Friday, April 4, 2008


hom·age

Pronunciation[hom-ij, om-]
–noun
Respect or reverence paid or rendered; In his speech he paid homage to Washington and Jefferson; the formal public acknowledgment by which a feudal tenant or vassal declared himself to be the man or vassal of his lord, owing him fealty and service; the relation this established of a vassal to his lord; something done or given in acknowledgement or consideration of the worth of another.


“And another reason that I'm happy to live in this period is that we have been forced to a point where we are going to have to grapple with the problems that men have been trying to grapple with through history, but the demands didn't force them to do it. Survival demands that we grapple with them. Men, for years now, have been talking about war and peace. But now, no longer can they just talk about it. It is no longer a choice between violence and nonviolence in this world; it's nonviolence or nonexistence. That is where we are today”.
- Martin Luther King, Jr. April 3, 1968 Memphis, TN

I happen to be in Memphis, TN today. I saw the many, many television trucks surrounding the Lorraine Hotel, the location where Dr. King was murdered and where today stands the National Civil Rights Museum. The media is marking this day in history, but will we? Forty years have passed and we’re still grappling with war and violence; we still grapple with race and religion.

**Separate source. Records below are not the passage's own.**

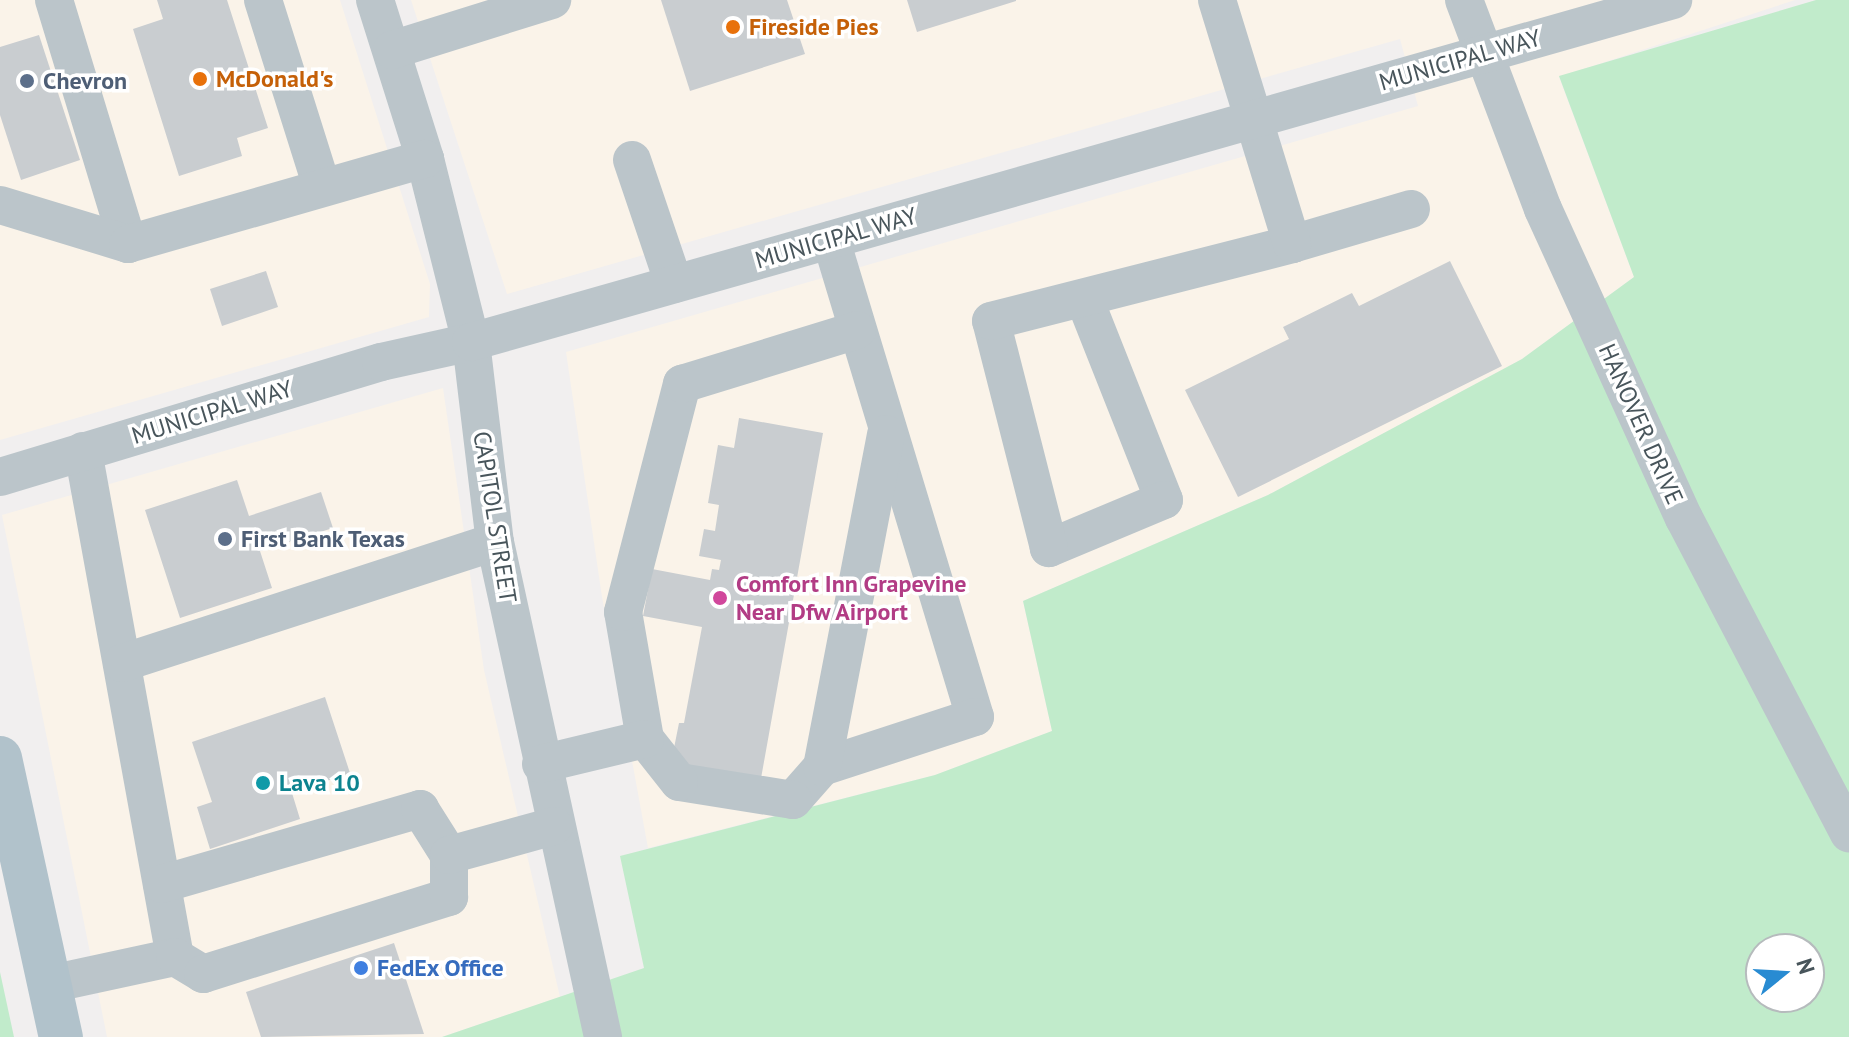 <!DOCTYPE html>
<html>
<head>
<meta charset="utf-8">
<style>
	body { margin:0 }
	#map { position:relative; width:1849px; height:1037px; overflow:hidden; background:#f1efef; font-family:"PT Sans",sans-serif }
	div>[style] { position:absolute }
	.commercial>* { inset:0; background:#faf3e9 }
	.green>* { inset:0; background:#c1ebcb }
	.building>* { inset:0; background:#c9cdd0 }
	.minor>* { height:38px; margin:-19px; padding:0 19px; transform-origin:19px; border-radius:19px; background:#bbc5ca }
	.major>* { height:44px; margin:-22px; padding:0 22px; transform-origin:22px; border-radius:22px; background:#b1c2cb }
	.dots>* { width:22px; height:22px; translate:-50% -50%; box-sizing:border-box; border:4px solid #fff; border-radius:50% }
	span { translate:-50% -50%; white-space:nowrap; text-align:center; line-height:1.15; -webkit-text-stroke:7px #fff; paint-order:stroke }
	.food-label { font-size:24px; color:#c56008; font-weight:700 }
	.left { translate:0 -50%; text-align:left }
	.street-label { font-size:24px; color:#48555b }
	.service-label { font-size:24px; color:#4e5e75; font-weight:700 }
	.hotel-label { font-size:24px; color:#b23c85; font-weight:700 }
	.culture-label { font-size:24px; color:#0d838f; font-weight:700 }
	.shop-label { font-size:24px; color:#366cbe; font-weight:700 }
	.north { position:absolute; left:1745px; top:933px; width:80px; height:80px; box-sizing:border-box; background:#fff; border:2px solid #b6bbbd; border-radius:50%; rotate:72deg; font-size:22px; font-weight:700; line-height:32px; text-align:center; color:#48555b }
	.north::after { content:''; display:block; margin:auto; width:28px; height:36px; background:#288bd2; clip-path:polygon(50% 0,100% 100%,50% 72%,0 100%) }
</style>
</head>
<body>
<div id="map">
	<div class="commercial">
		<div style="clip-path:polygon(0 0,340px 0,430px 284px,429px 317px,0 440px)"></div>
		<div style="clip-path:polygon(411px 0,1795px 0,1559px 77px,1634px 277px,1522px 359px,1268px 495px,1023px 601px,1052px 731px,935px 775px,648px 848px,602px 597px,566px 352px,1418px 106px,1400px 39px,507px 294px)"></div>
		<div style="clip-path:polygon(443px 388px,484px 670px,560px 997px,442px 1037px,107px 1037px,2px 515px)"></div>
	</div>
	<div class="green">
		<div style="clip-path:polygon(evenodd,1816px 0,1849px 0,1849px 1037px,442px 1037px,644px 968px,620px 856px,935px 775px,1052px 731px,1023px 601px,1268px 495px,1522px 359px,1634px 277px,1559px 76px,1816px 0,1761px 949px,1809px 949px,1809px 997px,1761px 997px,1761px 949px)"></div>
		<div style="clip-path:polygon(0 972px,14px 1037px,0 1037px)"></div>
	</div>
	<div class="building">
		<div style="clip-path:polygon(157px 0,227px 0,268px 128px,237px 138px,242px 156px,179px 176px,133px 29px,163px 19px)"></div>
		<div style="clip-path:polygon(661px 0,787px 0,805px 54px,690px 91px)"></div>
		<div style="clip-path:polygon(907px 0,1016px 0,1016px 1px,917px 32px)"></div>
		<div style="clip-path:polygon(39px 35px,80px 160px,21px 180px,0 115px,0 47px)"></div>
		<div style="clip-path:polygon(1450px 261px,1502px 366px,1238px 497px,1185px 390px,1289px 339px,1283px 327px,1352px 293px,1359px 306px)"></div>
		<div style="clip-path:polygon(266px 271px,278px 307px,222px 326px,210px 289px)"></div>
		<div style="clip-path:polygon(739px 418px,823px 433px,760px 784px,670px 768px,679px 723px,684px 723px,702px 627px,643px 616px,652px 569px,710px 580px,712px 569px,719px 570px,721px 560px,699px 556px,704px 529px,715px 531px,719px 505px,708px 503px,718px 445px,734px 448px)"></div>
		<div style="clip-path:polygon(237px 480px,249px 516px,321px 492px,333px 528px,260px 551px,272px 588px,180px 618px,145px 510px)"></div>
		<div style="clip-path:polygon(325px 697px,350px 773px,292px 793px,300px 819px,210px 849px,197px 807px,212px 802px,192px 742px)"></div>
		<div style="clip-path:polygon(394px 943px,424px 1034px,261px 1037px,246px 992px)"></div>
	</div>
	<div class="minor">
		<div style="left:54px;top:0;width:255px;rotate:73.1deg"></div>
		<div style="left:263px;top:0;width:196px;rotate:72.5deg"></div>
		<div style="left:375px;top:0;width:167px;rotate:72.5deg"></div>
		<div style="left:425px;top:159px;width:189px;rotate:75.9deg"></div>
		<div style="left:471px;top:342px;width:201px;rotate:83.2deg"></div>
		<div style="left:495px;top:542px;width:507px;rotate:77.69deg"></div>
		<div style="left:1464px;top:0;width:223px;rotate:69.3deg"></div>
		<div style="left:1543px;top:209px;width:340px;rotate:65.5deg"></div>
		<div style="left:1684px;top:518px;width:356px;rotate:62.4deg"></div>
		<div style="left:392px;top:50px;width:168px;rotate:-17.4deg"></div>
		<div style="left:632px;top:160px;width:131px;rotate:71.3deg"></div>
		<div style="left:0;top:205px;width:134px;rotate:16.9deg"></div>
		<div style="left:128px;top:244px;width:309px;rotate:-16deg"></div>
		<div style="left:831px;top:240px;width:498px;rotate:73.2deg"></div>
		<div style="left:975px;top:717px;width:161px;rotate:161.9deg"></div>
		<div style="left:822px;top:767px;width:44px;rotate:131.3deg"></div>
		<div style="left:793px;top:800px;width:115px;rotate:-171deg"></div>
		<div style="left:679px;top:782px;width:55px;rotate:-128.3deg"></div>
		<div style="left:645px;top:739px;width:129px;rotate:-99.8deg"></div>
		<div style="left:623px;top:612px;width:236px;rotate:-75.5deg"></div>
		<div style="left:682px;top:384px;width:183px;rotate:-17.1deg"></div>
		<div style="left:1292px;top:244px;width:124px;rotate:-16.4deg"></div>
		<div style="left:1084px;top:298px;width:217px;rotate:68.4deg"></div>
		<div style="left:1164px;top:500px;width:125px;rotate:157.3deg"></div>
		<div style="left:1049px;top:548px;width:234px;rotate:-104.3deg"></div>
		<div style="left:991px;top:321px;width:311px;rotate:-14.3deg"></div>
		<div style="left:1292px;top:244px;width:255px;rotate:-107.1deg"></div>
		<div style="left:83px;top:451px;width:514px;rotate:79.7deg"></div>
		<div style="left:0;top:477px;width:398px;rotate:-16.8deg"></div>
		<div style="left:381px;top:362px;width:92px;rotate:-12.5deg"></div>
		<div style="left:471px;top:342px;width:1250px;rotate:-15.88deg"></div>
		<div style="left:122px;top:663px;width:392px;rotate:-18deg"></div>
		<div style="left:541px;top:764px;width:107px;rotate:-13.5deg"></div>
		<div style="left:822px;top:767px;width:339px;rotate:-79.1deg"></div>
		<div style="left:162px;top:884px;width:269px;rotate:-16.2deg"></div>
		<div style="left:420px;top:809px;width:54px;rotate:57.8deg"></div>
		<div style="left:50px;top:984px;width:128px;rotate:-12.2deg"></div>
		<div style="left:175px;top:957px;width:33px;rotate:31deg"></div>
		<div style="left:203px;top:974px;width:258px;rotate:-17.4deg"></div>
		<div style="left:449px;top:897px;width:42px;rotate:-90deg"></div>
		<div style="left:449px;top:855px;width:109px;rotate:-15.4deg"></div>
	</div>
	<div class="major">
		<div style="left:0;top:758px;width:286px;rotate:77.7deg"></div>
	</div>
	<div class="dots">
		<div style="left:733px;top:27px;background:#e8710a"></div>
		<div style="left:200px;top:79px;background:#e8710a"></div>
		<div style="left:27px;top:81px;background:#5c6f8a"></div>
		<div style="left:225px;top:539px;background:#5c6f8a"></div>
		<div style="left:720px;top:598px;background:#d1479c"></div>
		<div style="left:263px;top:783px;background:#0f9aa8"></div>
		<div style="left:361px;top:968px;background:#3f7fe0"></div>
	</div>
	<div class="food-label">
		<span class="left" style="left:749px;top:27px">Fireside Pies</span>
		<span class="left" style="left:216px;top:79px">McDonald's</span>
	</div>
	<div class="street-label">
		<span style="left:1460px;top:60px;rotate:-16deg">MUNICIPAL WAY</span>
		<span style="left:836px;top:238px;rotate:-16deg">MUNICIPAL WAY</span>
		<span style="left:212px;top:412px;rotate:-17deg">MUNICIPAL WAY</span>
		<span style="left:1641px;top:424px;rotate:66deg">HANOVER DRIVE</span>
		<span style="left:495px;top:517px;rotate:81deg">CAPITOL STREET</span>
	</div>
	<div class="service-label">
		<span class="left" style="left:43px;top:81px">Chevron</span>
		<span class="left" style="left:241px;top:539px">First Bank Texas</span>
	</div>
	<div class="hotel-label">
		<span class="left" style="left:736px;top:598px">Comfort Inn Grapevine<br>Near Dfw Airport</span>
	</div>
	<div class="culture-label">
		<span class="left" style="left:279px;top:783px">Lava 10</span>
	</div>
	<div class="shop-label">
		<span class="left" style="left:377px;top:968px">FedEx Office</span>
	</div>
	<div class="north">N</div>
</div>
</body>
</html>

I had the privilege to be in Memphis today. I also had the privilege to hear many people reciting the “I’ve Been to the Mountaintop” speech on Good Morning America today. It was moving and surreal as I reflected on how far we’ve come in forty years and how far we still have to go.

2008 also marks the 40th anniversary of Dr. King’s Poor People's Campaign. The Poor People's Campaign challenged our nation to end the poverty afflicting millions of Americans of all races and confront the entrenched triple evils of racism, excessive materialism (poverty) and militarism that threaten our nation and world.

"There is nothing new about poverty," he said. "What is new is that we now have
the means and the know-how to lift every child out of poverty. The real question is whether we have the will!"